Several epidemiological studies reported associations between measures of increased iron status and the incidence of colorectal cancer or the occurrence of precancerous polyps ('adenomas'), but the associations were not consistent.
Dietary iron intake appears to be more consistently related to the risk of colorectal cancer than measures of iron status or iron stores (31, 32). Increased red meat consumption has been associated with an increased risk of colorectal cancer, but there are a number of potential mechanisms by which increased meat consumption could affect cancer risk other than increasing iron intake (e.g., increased secretion of bile acids and increased exposure to carcinogenic compounds generated when meat is cooked) (33). Increased iron in the contents of the colon, rather than increased body iron stores, could increase the risk of colon cancer by exposing colonic cells to potentially damaging reactive oxygen species derived from iron-catalyzed reactions, especially in the presence of a high-fat diet.
However, the relationship between dietary iron intake, iron stores, and the risk of colorectal cancer remains unclear.
Neurodegenerative disease
Accumulation of excess iron can result in increased oxidative stress, potentially damaging nerve cells in the brain and contributing to a number of degenerating ('neurodegenerative') diseases such as Alzheimer's disease and Parkinson's disease (34). The abnormal accumulation of iron in the brain does not appear to be a result of increased dietary iron, but rather a disruption in the complex process of cellular iron regulation.
However, the mechanisms for this disruption in iron regulation are not yet known (35).
Hereditary hemochromatosis and anemia
Several genetic disorders may lead to disease-causing accumulation of iron in the body despite normal iron intake. 'Hereditary hemochromatosis' is characterized by iron deposition in the liver and other tissues as a result of a small increase in intestinal iron absorption over many years (36, 37). If untreated, tissue iron accumulation may lead to abnormal liver function ('cirrhosis'), diabetes, heart muscle damage, or joint damage ('arthritis').
Unlike hereditary hemochromatosis, 'Sub-Saharan African hemochromatosis' appears to require high iron intake in association with a genetic factor that has not yet been identified (1, 38, 39).

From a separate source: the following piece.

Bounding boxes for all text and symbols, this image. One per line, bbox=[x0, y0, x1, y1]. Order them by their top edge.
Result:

Iron overload may also occur in individuals with severe hereditary 'anemias' that are not caused by iron deficiency. Excessive dietary absorption of iron may occur in response to the body's continued efforts to form red blood cells (1).

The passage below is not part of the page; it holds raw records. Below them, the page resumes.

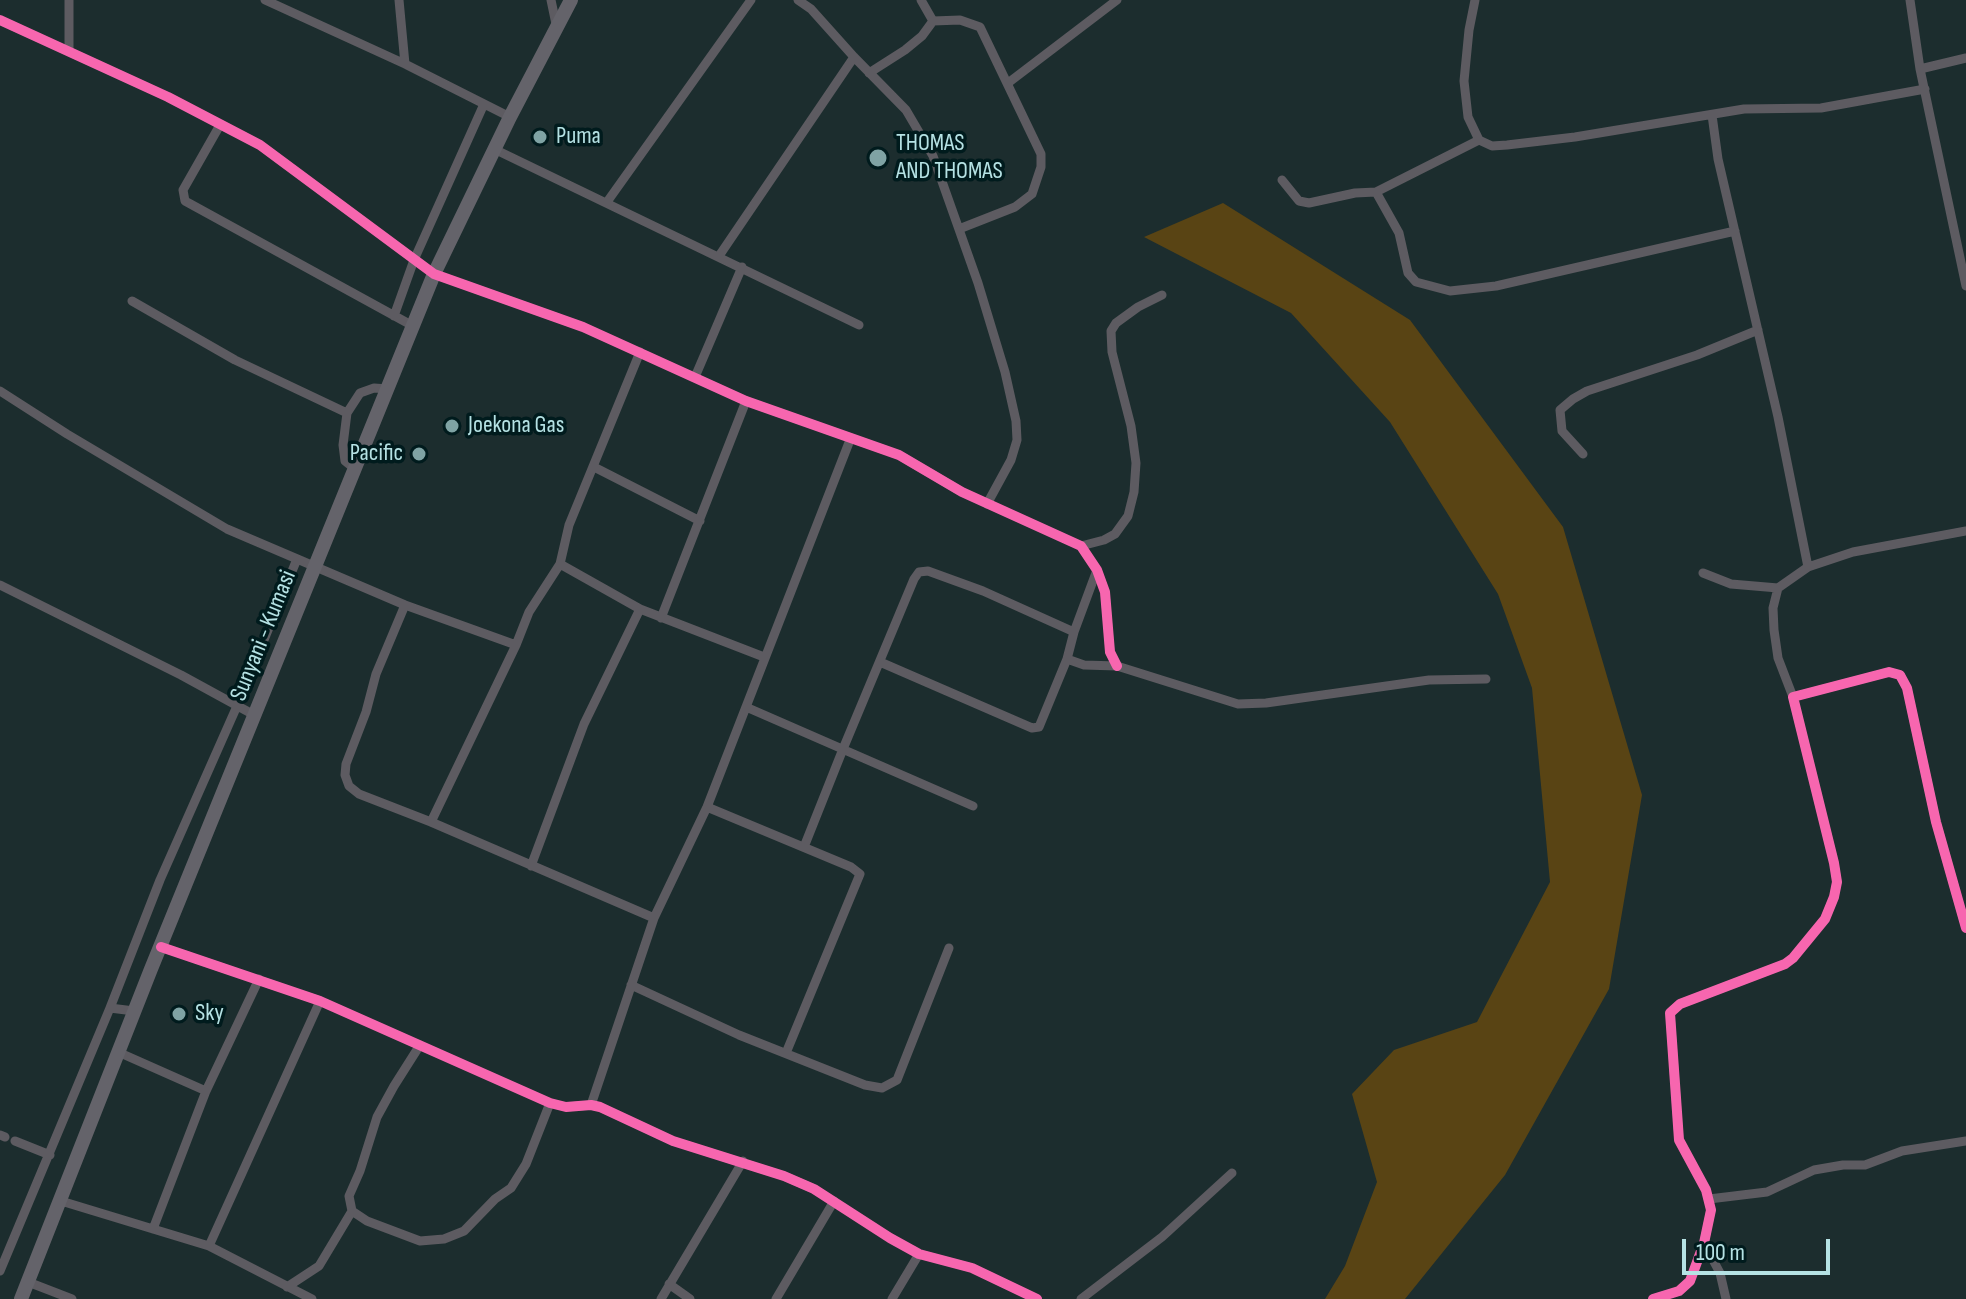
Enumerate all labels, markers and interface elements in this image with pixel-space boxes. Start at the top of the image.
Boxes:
place label: Puma [556,123,601,151]
marker: Puma [531,128,549,146]
place label: THOMAS AND THOMAS [896,130,1003,186]
marker: THOMAS AND THOMAS [867,147,889,169]
place label: Joekona Gas [468,412,564,440]
marker: Joekona Gas [443,417,461,435]
place label: Pacific [350,440,403,468]
marker: Pacific [410,445,428,463]
street label: Sunyani - Kumasi [225,567,303,705]
place label: Sky [195,1000,224,1028]
marker: Sky [170,1005,188,1023]
scale bar [1686,1223,1834,1273]
text: 100 m [1696,1238,1745,1267]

Tolerable upper intake level
The European Food Safety Authority has decided that the available data are not sufficient to establish an upper level for iron from dietary sources (23).

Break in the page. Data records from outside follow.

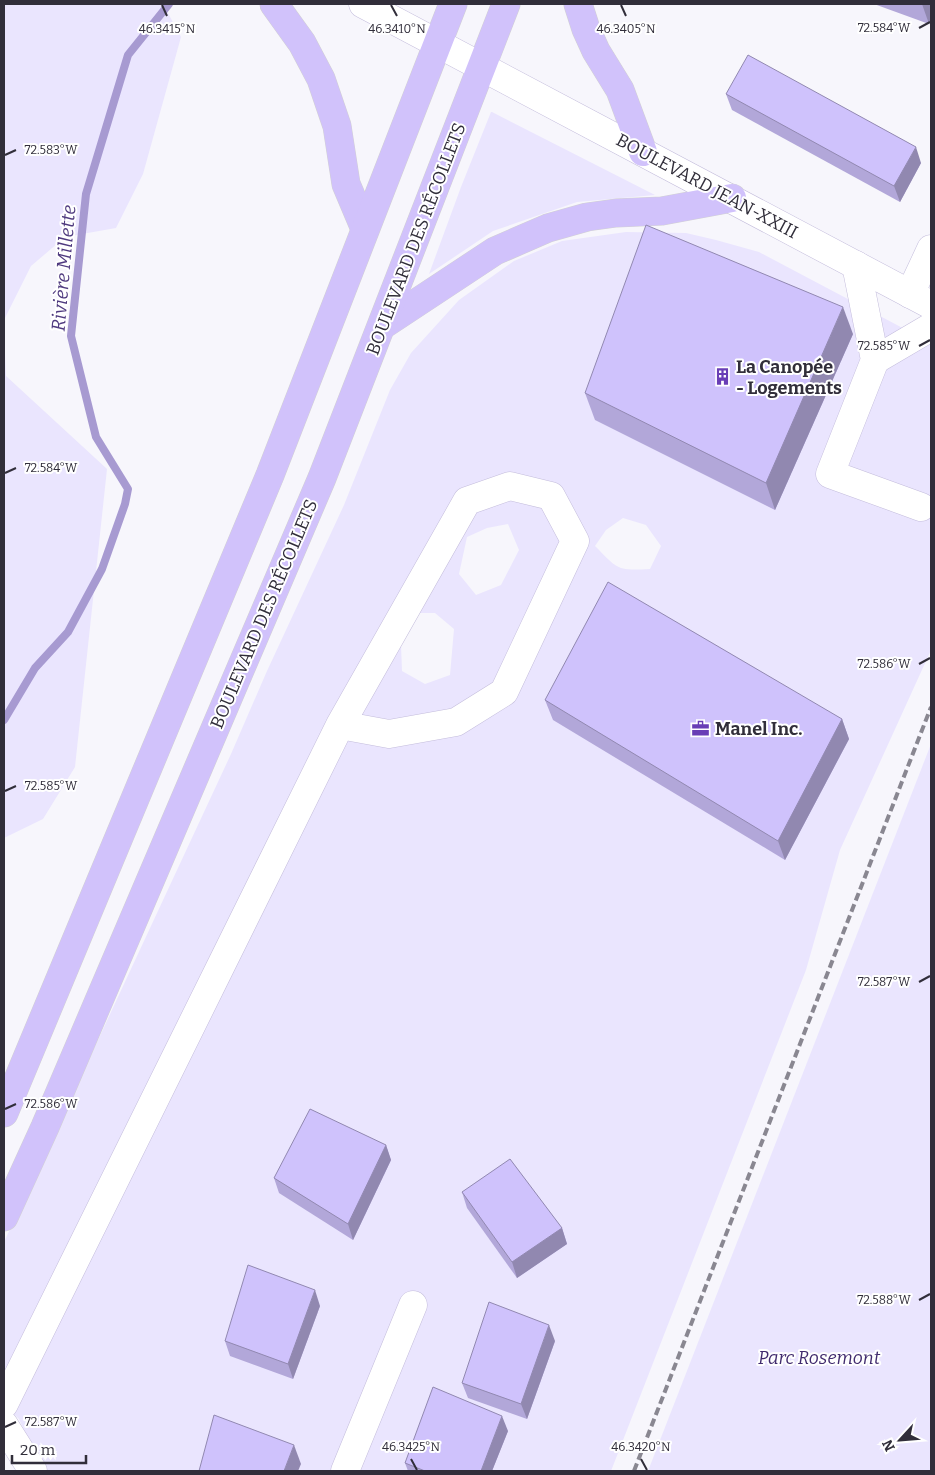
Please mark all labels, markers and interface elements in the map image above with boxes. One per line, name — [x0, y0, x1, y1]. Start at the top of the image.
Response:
text: 72.584°W — [858, 21, 911, 35]
text: 46.3415°N — [139, 22, 196, 36]
text: 46.3410°N — [368, 22, 426, 36]
text: 46.3405°N — [596, 22, 656, 36]
street label: BOULEVARD DES RÉCOLLETS — [361, 119, 470, 358]
street label: BOULEVARD JEAN-XXIII — [612, 129, 802, 243]
text: 72.583°W — [25, 143, 78, 157]
water label: Rivière Millette — [47, 204, 81, 332]
text: 72.585°W — [858, 339, 911, 353]
place label: La Canopée - Logements — [736, 356, 842, 399]
building icon: La Canopée - Logements — [712, 367, 732, 387]
text: 72.584°W — [25, 461, 78, 475]
street label: BOULEVARD DES RÉCOLLETS — [205, 496, 322, 732]
text: 72.586°W — [858, 657, 911, 671]
place label: Manel Inc. — [715, 718, 802, 740]
office icon: Manel Inc. — [691, 719, 711, 739]
text: 72.585°W — [25, 779, 78, 793]
text: 72.587°W — [858, 975, 911, 989]
text: 72.586°W — [25, 1097, 78, 1111]
text: 72.588°W — [857, 1293, 911, 1307]
park label: Parc Rosemont — [758, 1347, 881, 1369]
text: 72.587°W — [25, 1415, 78, 1429]
north arrow — [875, 1415, 925, 1465]
scale bar — [12, 1432, 86, 1464]
text: N — [879, 1437, 899, 1454]
text: 46.3425°N — [382, 1440, 440, 1454]
text: 46.3420°N — [611, 1440, 671, 1454]
text: 20 m — [20, 1441, 56, 1459]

The U.S. Food and Nutrition Board has based its tolerable upper intake level (UL) for iron on the prevention of gastrointestinal distress (11):
| Age Group | UL (mg/day) |
| Infants 0-12 months | not possible to establish* |
| Children 1-13 years | 40 |
| Adolescents 14-18 years | 45 |
| Adults 19 years and older | 45 |
* The UL applies also to pregnant and breast-feeding women.
The UL is not meant to apply to individuals being treated with iron under close medical supervision.
Individuals with hereditary conditions of iron overload (e.g. 'hemochromatosis'), as well as individuals with alcoholic cirrhosis and other liver diseases, may experience adverse effects at iron intake levels below the UL (11).
Drug interactions
Please note:
Because of the potential for interactions, dietary supplements should not be taken with medication without first talking to an experienced healthcare provider.